Now, what does all of this have to do with those of us in churches in the Western world today?
Jesus tells many of His parables to challenge the religious establishment and to call them to repentance.
If He were here today, the type of people that he would be telling these stories to would be people like us. We consider ourselves not to be worldly. We are the “separated ones.” Like the Pharisees, we are committed to the Scriptures and to our unique status as God’s chosen people. We resist any type of compromise or collusion with an ungodly culture.
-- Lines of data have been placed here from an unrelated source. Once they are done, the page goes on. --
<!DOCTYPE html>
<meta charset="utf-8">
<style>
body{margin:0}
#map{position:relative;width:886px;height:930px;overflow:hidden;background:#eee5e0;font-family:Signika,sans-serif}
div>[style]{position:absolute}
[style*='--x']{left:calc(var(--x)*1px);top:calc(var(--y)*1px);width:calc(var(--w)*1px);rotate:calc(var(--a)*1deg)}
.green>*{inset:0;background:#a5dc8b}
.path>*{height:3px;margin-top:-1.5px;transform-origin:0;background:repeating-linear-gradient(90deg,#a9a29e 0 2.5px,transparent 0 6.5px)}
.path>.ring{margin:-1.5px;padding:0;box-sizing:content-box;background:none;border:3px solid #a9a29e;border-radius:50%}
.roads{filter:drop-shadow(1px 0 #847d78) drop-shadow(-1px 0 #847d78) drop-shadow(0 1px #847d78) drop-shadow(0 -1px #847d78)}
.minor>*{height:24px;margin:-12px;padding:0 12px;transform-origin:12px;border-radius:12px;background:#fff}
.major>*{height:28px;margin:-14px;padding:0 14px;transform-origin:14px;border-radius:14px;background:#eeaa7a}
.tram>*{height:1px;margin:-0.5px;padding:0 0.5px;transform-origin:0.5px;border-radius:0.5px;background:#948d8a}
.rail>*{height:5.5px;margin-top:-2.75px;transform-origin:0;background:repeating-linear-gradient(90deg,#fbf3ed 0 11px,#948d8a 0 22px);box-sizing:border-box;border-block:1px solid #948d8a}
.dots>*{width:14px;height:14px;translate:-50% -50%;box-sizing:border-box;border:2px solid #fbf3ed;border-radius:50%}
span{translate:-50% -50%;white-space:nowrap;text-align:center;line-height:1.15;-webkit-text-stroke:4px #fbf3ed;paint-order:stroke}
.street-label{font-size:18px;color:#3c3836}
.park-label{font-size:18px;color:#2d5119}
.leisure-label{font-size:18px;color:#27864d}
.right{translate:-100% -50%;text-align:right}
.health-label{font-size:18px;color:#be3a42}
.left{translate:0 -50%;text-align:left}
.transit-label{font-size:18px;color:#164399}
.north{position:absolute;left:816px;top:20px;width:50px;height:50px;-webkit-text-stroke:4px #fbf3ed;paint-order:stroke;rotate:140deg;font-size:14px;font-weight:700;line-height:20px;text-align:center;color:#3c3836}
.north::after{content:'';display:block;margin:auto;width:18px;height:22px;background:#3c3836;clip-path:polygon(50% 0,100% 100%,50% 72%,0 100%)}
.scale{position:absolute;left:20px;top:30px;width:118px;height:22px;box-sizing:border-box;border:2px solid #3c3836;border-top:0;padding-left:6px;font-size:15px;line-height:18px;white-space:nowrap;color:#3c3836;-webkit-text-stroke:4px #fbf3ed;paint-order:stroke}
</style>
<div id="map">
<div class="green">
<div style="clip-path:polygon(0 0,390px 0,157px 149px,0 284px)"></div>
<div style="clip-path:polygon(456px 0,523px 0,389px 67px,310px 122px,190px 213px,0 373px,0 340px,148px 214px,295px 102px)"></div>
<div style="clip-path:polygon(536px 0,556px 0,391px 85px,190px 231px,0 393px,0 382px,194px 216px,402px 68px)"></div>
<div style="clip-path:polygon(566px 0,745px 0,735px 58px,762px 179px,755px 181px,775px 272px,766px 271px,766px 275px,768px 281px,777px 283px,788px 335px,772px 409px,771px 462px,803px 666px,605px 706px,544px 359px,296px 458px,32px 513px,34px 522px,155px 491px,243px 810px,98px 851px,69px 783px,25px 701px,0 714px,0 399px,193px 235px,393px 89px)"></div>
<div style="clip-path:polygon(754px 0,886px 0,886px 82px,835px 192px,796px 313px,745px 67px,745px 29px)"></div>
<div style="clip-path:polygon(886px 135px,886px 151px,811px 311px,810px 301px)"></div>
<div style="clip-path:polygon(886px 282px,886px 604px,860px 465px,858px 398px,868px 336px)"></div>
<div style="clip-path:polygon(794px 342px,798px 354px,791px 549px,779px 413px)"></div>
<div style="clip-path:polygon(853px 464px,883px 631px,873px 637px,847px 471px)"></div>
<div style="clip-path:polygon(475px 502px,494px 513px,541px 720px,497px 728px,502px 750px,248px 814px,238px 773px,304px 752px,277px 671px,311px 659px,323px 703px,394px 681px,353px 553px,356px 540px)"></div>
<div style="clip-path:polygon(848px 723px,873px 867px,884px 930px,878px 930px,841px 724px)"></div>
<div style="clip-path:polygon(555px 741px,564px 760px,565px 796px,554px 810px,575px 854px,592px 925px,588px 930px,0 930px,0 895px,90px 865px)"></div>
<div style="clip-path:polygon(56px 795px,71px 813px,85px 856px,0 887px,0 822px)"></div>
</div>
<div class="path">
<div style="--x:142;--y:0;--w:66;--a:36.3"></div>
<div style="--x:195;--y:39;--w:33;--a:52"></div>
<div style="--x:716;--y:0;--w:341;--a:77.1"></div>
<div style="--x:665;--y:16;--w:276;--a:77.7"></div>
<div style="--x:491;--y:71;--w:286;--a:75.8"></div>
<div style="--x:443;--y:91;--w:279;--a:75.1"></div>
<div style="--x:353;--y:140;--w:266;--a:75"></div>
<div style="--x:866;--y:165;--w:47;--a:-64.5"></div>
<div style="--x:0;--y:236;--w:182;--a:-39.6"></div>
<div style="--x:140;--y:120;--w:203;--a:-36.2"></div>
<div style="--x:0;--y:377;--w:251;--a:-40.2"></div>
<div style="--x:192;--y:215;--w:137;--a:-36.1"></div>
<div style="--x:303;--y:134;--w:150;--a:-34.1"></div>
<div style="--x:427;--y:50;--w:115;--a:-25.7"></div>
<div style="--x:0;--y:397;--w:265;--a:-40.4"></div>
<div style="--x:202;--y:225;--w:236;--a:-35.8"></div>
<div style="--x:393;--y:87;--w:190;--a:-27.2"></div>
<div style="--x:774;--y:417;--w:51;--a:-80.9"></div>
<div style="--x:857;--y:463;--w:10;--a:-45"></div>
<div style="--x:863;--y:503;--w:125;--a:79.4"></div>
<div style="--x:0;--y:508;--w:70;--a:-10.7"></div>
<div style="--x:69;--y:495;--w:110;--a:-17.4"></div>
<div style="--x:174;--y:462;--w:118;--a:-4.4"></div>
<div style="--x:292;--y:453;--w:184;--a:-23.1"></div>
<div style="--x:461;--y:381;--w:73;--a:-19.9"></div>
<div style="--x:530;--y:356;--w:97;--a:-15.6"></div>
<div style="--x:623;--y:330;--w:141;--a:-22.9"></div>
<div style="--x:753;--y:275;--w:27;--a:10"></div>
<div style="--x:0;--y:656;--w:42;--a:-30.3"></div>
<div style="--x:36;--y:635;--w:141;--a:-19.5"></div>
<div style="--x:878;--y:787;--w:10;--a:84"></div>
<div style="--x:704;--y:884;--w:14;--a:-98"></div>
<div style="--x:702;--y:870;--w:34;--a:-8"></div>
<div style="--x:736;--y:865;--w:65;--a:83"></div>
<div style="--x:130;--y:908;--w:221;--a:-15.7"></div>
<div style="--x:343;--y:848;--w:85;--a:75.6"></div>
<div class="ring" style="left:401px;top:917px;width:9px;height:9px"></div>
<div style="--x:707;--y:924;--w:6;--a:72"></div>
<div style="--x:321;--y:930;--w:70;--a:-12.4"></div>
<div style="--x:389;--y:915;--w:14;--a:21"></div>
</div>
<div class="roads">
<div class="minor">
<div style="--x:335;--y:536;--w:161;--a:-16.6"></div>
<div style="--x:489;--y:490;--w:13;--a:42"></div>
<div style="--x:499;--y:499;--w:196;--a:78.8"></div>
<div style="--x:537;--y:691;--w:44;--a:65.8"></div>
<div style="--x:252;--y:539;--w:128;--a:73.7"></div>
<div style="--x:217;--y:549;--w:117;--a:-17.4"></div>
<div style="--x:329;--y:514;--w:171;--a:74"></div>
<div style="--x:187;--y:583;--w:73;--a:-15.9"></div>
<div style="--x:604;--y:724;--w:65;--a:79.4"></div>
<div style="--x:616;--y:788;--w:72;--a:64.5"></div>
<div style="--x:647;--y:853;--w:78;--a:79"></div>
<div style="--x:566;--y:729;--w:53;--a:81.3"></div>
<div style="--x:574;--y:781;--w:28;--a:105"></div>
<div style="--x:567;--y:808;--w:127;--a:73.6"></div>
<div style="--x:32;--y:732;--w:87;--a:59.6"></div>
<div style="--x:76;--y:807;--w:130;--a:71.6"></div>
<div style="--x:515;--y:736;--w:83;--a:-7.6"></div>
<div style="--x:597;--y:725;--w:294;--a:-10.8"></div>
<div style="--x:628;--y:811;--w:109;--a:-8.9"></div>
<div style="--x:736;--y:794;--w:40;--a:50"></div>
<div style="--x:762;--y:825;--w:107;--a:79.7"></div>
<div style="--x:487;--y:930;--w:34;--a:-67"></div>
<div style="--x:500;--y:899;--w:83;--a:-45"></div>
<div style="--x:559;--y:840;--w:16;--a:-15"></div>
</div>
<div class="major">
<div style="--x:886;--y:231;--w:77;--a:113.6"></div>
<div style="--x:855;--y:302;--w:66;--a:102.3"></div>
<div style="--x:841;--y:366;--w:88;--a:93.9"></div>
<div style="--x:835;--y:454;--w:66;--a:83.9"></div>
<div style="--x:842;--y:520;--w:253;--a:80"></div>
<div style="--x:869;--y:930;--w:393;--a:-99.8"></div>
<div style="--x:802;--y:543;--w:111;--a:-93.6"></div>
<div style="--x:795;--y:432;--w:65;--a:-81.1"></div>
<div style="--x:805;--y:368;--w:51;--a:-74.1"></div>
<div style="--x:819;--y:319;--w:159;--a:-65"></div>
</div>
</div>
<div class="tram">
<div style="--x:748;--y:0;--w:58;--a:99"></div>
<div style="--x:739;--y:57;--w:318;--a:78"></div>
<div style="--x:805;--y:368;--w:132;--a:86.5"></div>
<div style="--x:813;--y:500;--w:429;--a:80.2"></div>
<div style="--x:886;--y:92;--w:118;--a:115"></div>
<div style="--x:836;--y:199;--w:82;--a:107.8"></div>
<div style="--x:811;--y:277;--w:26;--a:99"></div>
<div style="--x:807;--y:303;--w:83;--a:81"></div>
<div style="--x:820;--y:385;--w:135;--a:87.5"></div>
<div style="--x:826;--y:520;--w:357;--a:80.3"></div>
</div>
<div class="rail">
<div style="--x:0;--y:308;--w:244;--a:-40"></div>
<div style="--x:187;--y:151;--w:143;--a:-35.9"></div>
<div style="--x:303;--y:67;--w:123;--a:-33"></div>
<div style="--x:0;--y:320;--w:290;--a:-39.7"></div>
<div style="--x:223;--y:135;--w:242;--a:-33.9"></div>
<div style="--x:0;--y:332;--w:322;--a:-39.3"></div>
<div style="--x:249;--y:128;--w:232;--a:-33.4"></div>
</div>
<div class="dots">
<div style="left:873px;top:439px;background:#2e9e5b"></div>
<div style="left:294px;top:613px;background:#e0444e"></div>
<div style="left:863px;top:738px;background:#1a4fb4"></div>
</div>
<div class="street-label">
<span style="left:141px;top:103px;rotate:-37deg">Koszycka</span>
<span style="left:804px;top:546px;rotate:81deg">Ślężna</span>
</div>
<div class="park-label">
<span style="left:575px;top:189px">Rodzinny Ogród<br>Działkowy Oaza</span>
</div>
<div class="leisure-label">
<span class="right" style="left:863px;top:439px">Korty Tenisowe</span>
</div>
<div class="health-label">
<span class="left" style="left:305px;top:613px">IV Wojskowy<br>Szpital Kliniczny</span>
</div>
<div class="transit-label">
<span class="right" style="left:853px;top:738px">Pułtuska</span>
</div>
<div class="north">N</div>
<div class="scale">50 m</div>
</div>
We are committed to study, apply, and teach the law of God. Therefore, law keeping, purity, fasting, and prayer are vital practices for us. We say that we believe that we are saved by grace through faith in Christ, but we can easily fall into the trap of believing that we are right with God because of our superior obedience. We can consider ourselves to be the “good people of God” who are living life the way God wants us to live it.
These parables in the book of Luke need to be heard and heeded by the church of Jesus Christ in the Western world today. May the seed from the word of God through the parables of Jesus fall into good soil so that it may grow and yield fruit a hundredfold. “He who has ears to hear, let him hear” (Luke 8:8b).